I find myself feeling restless, at the time when the light is just beginning to dim. I head outside, my laptop in my bag, and walk. I follow my feet. I walk past an SUV, sitting in a driveway, with a black man in his thirties in the driver’s seat. He calls after me just as I pass, asks me how to get to the “highway” and I give him directions to I-5, thinking in the back of my mind that anyone who’s gotten off the freeway that dominates Seattle shouldn’t have too much trouble finding it again. The rest of the conversation goes something like this:

Man, can I just say that you are gorgeous?
Um, thanks.
You lived in Seattle very long?
Yeah, I went to school at SPU.
(some comments about Queen Anne vs. Bellevue)
Man, you really are gorgeous. Do you model?
No.
Well, you should try it. I mean, seeing you in the light of that street lamp, your skin and everything, man, you are gorgeous.
Okay, well, I think I’ll keep walking. Nice to meet you.

I walk on, the light fading out, the shadows creeping in. I walk past dark houses, through silent blocks. At a corner a jogger meets me and I literally jump. My feet take me to Kerry Park and I sit down, with the space needle looming in front of me, dominating the city, and all the lights blending together as if there is just one, rather large, rather postmodern building making up all of downtown. I sit in the midst of Asian tourists and third dates, looking at the few stars not obliterated by light-pollution, wishing it were quiet, realizing that tonight it won’t be. Wishing there were something beautiful to watch, but here there are no young French Jews falling in love. Here is just the noisy city, on just another summer evening.
I think of the time I sat on the edge of a lake in the middle of the night, with only a trace of light from the moon filtering through the clouds, and didn’t see, yet saw, a silent bird wing past me. The spirit hovering above the waters.
But such things won’t happen here.
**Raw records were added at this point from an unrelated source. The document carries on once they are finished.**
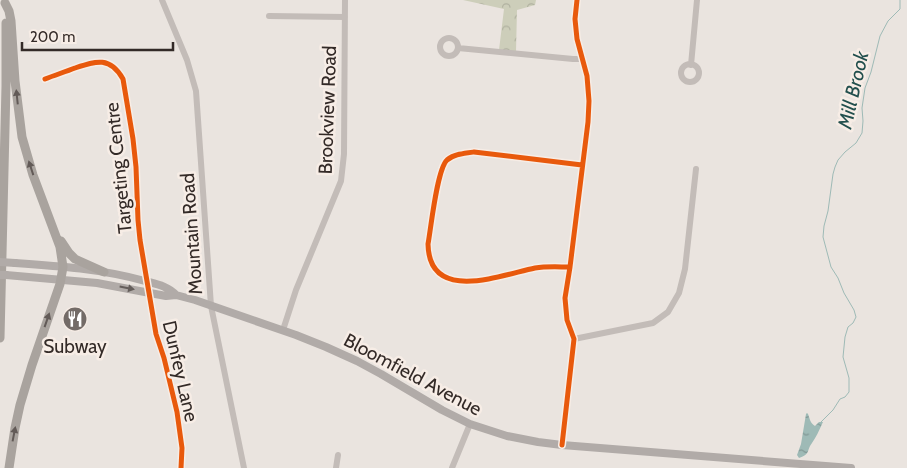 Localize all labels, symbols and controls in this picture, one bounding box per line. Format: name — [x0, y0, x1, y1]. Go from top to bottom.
scale bar — [22, 20, 174, 52]
text: 200 m — [30, 28, 75, 46]
street label: Brookview Road — [314, 45, 341, 175]
water label: Mill Brook — [832, 47, 874, 132]
one-way arrow — [13, 89, 21, 105]
street label: Targeting Centre — [100, 101, 137, 235]
one-way arrow — [26, 160, 34, 175]
street label: Mountain Road — [176, 172, 207, 295]
one-way arrow — [119, 284, 134, 292]
restaurant icon: Subway — [62, 306, 88, 332]
one-way arrow — [44, 313, 52, 328]
street label: Dunfey Lane — [158, 318, 203, 424]
street label: Bloomfield Avenue — [340, 328, 486, 421]
place label: Subway — [43, 335, 107, 358]
one-way arrow — [11, 425, 19, 441] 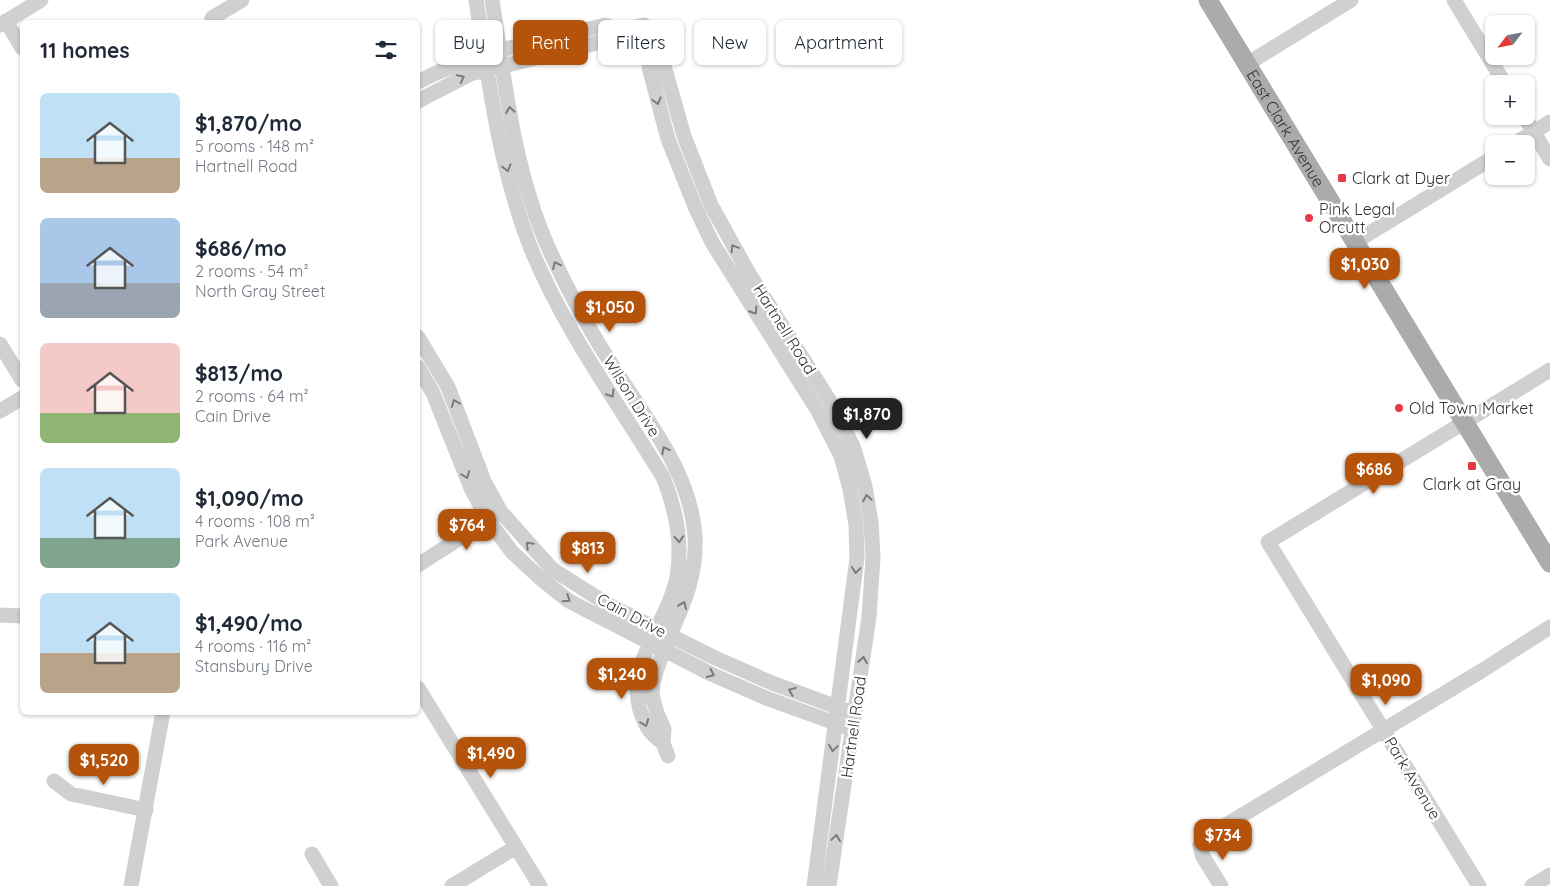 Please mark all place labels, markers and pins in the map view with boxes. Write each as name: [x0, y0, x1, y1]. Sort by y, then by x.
place label: Clark at Dyer: [1352, 168, 1450, 188]
marker: Clark at Dyer: [1336, 172, 1348, 184]
place label: Pink Legal Orcutt: [1319, 199, 1395, 237]
marker: Pink Legal Orcutt: [1303, 212, 1315, 224]
pin: $1,030: [1324, 248, 1406, 290]
pin: $1,050: [569, 290, 651, 333]
pin: $1,870: [826, 398, 908, 440]
place label: Old Town Market: [1409, 398, 1534, 418]
marker: Old Town Market: [1393, 402, 1405, 414]
pin: $686: [1344, 452, 1404, 495]
marker: Clark at Gray: [1466, 460, 1478, 472]
place label: Clark at Gray: [1423, 474, 1521, 494]
pin: $764: [437, 508, 497, 551]
pin: $813: [558, 532, 618, 574]
pin: $1,240: [581, 658, 663, 700]
pin: $1,090: [1345, 664, 1427, 706]
pin: $1,490: [450, 736, 532, 779]
pin: $1,520: [63, 744, 145, 786]
pin: $734: [1193, 818, 1253, 861] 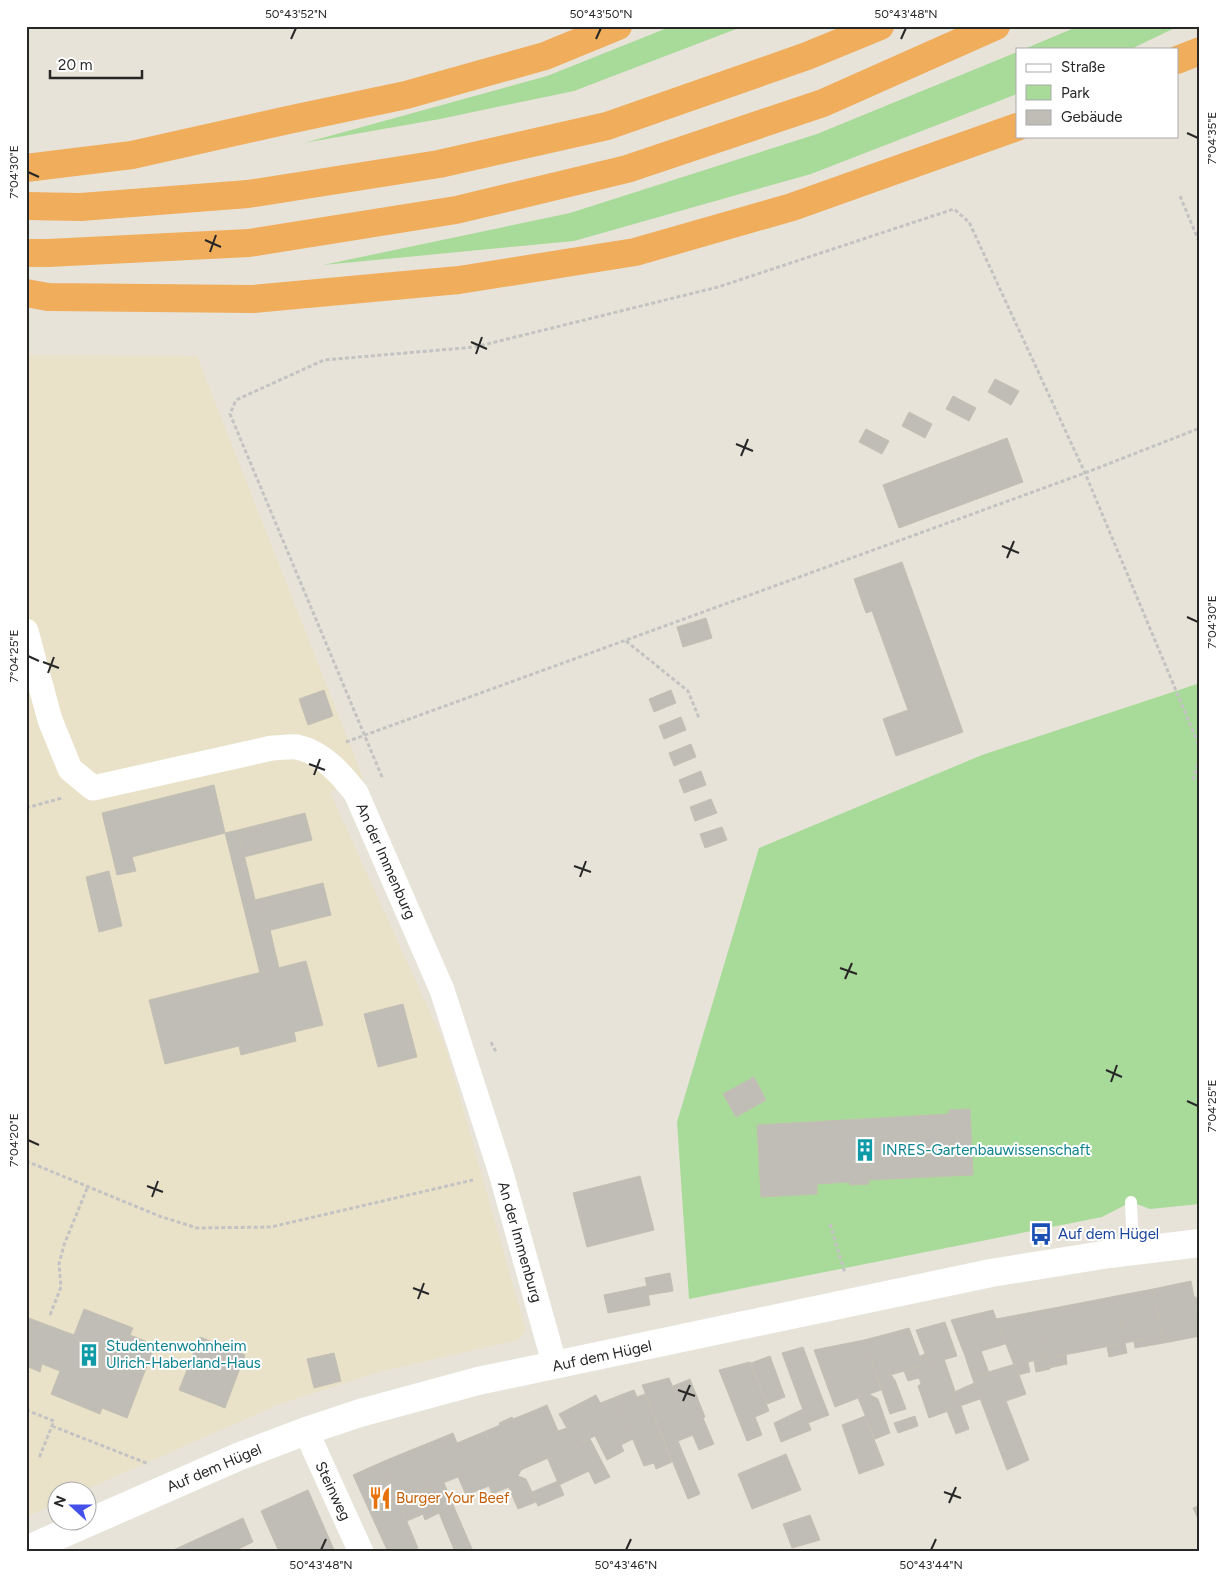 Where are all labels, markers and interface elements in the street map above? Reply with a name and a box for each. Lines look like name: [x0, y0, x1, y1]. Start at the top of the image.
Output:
text: 50°43'52"N: [265, 7, 327, 21]
text: 50°43'50"N: [569, 7, 633, 21]
text: 50°43'48"N: [874, 7, 938, 21]
scale bar: [50, 48, 142, 80]
legend: [1016, 48, 1178, 138]
text: 20 m: [58, 56, 92, 74]
text: Straße: [1061, 58, 1105, 76]
text: Park: [1061, 84, 1090, 102]
text: Gebäude: [1061, 108, 1122, 126]
text: 7°04'35"E: [1205, 112, 1219, 164]
text: 7°04'30"E: [7, 145, 21, 199]
text: 7°04'30"E: [1205, 595, 1219, 649]
text: 7°04'25"E: [7, 630, 21, 682]
street label: An der Immenburg: [352, 800, 420, 922]
text: 7°04'25"E: [1205, 1080, 1219, 1132]
text: 7°04'20"E: [7, 1113, 21, 1167]
building icon: INRES-Gartenbauwissenschaft: [852, 1137, 878, 1163]
place label: INRES-Gartenbauwissenschaft: [882, 1141, 1091, 1159]
street label: An der Immenburg: [494, 1179, 546, 1305]
bus stop icon: Auf dem Hügel: [1028, 1221, 1054, 1247]
place label: Auf dem Hügel: [1058, 1225, 1159, 1243]
place label: Studentenwohnheim Ulrich-Haberland-Haus: [106, 1337, 261, 1372]
street label: Auf dem Hügel: [551, 1337, 653, 1375]
building icon: Studentenwohnheim Ulrich-Haberland-Haus: [76, 1342, 102, 1368]
street label: Auf dem Hügel: [164, 1440, 264, 1496]
street label: Steinweg: [311, 1458, 355, 1524]
north arrow: [48, 1480, 98, 1530]
restaurant icon: Burger Your Beef: [367, 1485, 393, 1511]
place label: Burger Your Beef: [396, 1489, 510, 1507]
text: N: [50, 1493, 70, 1510]
text: 50°43'48"N: [289, 1558, 353, 1572]
text: 50°43'46"N: [595, 1558, 657, 1572]
text: 50°43'44"N: [899, 1558, 963, 1572]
This night hasn’t given me what I want, whatever that is. I feel everything is a cheap imitation of what should be, what might be. I sit awhile longer, listening, but hear only my echoing desire to be somewhere else. I follow my tired feet home, to my bed, and sleep without dreaming.

Monday, August 13, 2007

Poems from July

In my more truthful moments, I have to admit
I am savoring this summer as a chance to do nothing.
I am holding myself at a bare simmer
letting my flavors blend
the one absolute I gained in college was a belief in living slowly
Besides,
Here everything is glowing with summer's kiss
and that is not to be missed.
I find myself often in a contemplative mood
Seeking spaces beneath trees, airy solitude
I find myself staring at everything
as if my eyes are just starting to focus
I find myself enamored of the present
and pondering the past
I keep telling the future,
"We'll do lunch next week..."
Right now I am all booked up with the now
She is so beautiful and I am in love with her
I can't tear myself away from her for another blind date
that is likely to be a disappointment.



The man one bench over
with shimmering white hair
one arm gracefully resting on the back of the bench
one leg crossed over the other
looks like Elie Wiesel
looks like everything good about New York
contained in a body
and sitting next to me here
making my city poised and refined
by the simple fact
of his presence



the absurdity of trees.
no. absurd
is the wrong word
tenacity?
virility?
it is only that
trees exist
and have, and will
trees are the thing we want God to be.



blue gleaming gold
against smooth-polished orange
the last of the sunlight
blowing on our skin and through our hair
the click and clack of stones
beneath our sandaled feet
and our fervor,
quasi-delirious
picking up stones and hurling them
across and against the insistent waves
I pick up a lenth of driftwood
I trace in the sand
a flower, a face,
thinking of the monks who do the same
and then watch it being washed away by the tide
the intransitory. life.
the day that ends
but begins.



well.
the summer has ceased to be summer,
suddenly.
with the insistent rain
comes a chilled and clammy reminder
that this summer will end
and what then?

the future looms,
it looms
dark and cloudy and huge
all that makes up my life now will end
and what then?

I have unclasped the last
pretty bauble from my collection
the last sweet kiss of desire
I stand alone
and disoriented.

I stand.
very still.

Sunday, August 12, 2007

The Big Bang and all the little ones

“As the world’s resources of non-renewable fuels – coal, oil, and gas – are exceedingly unevenly distributed over the globe and undoubtedly limited in quantity, it is clear that their exploitation at an ever-increasing rate is an act of violence against nature, which must inevitably lead to violence between men.”
- E.F. Schumacher
-
Nothing makes sense. And everything does. This morning I watched a documentary called “Why We Fight.” I think why we fight is the exact reason the government is often willing to tell us – “to protect the American way of life.” The life I live. The life I can’t see a way out of.
In a nutshell, our way of living is dependent, totally, on the availability of oil. The global economy would not exist without it. And in order to keep it running smoothly, oil must be coming in regularly, at stable prices. This is a game with very high stakes, and especially for the U.S. as the world’s biggest consumer of oil. We are fighting over oil because we want things to stay the way they are. We are used to it.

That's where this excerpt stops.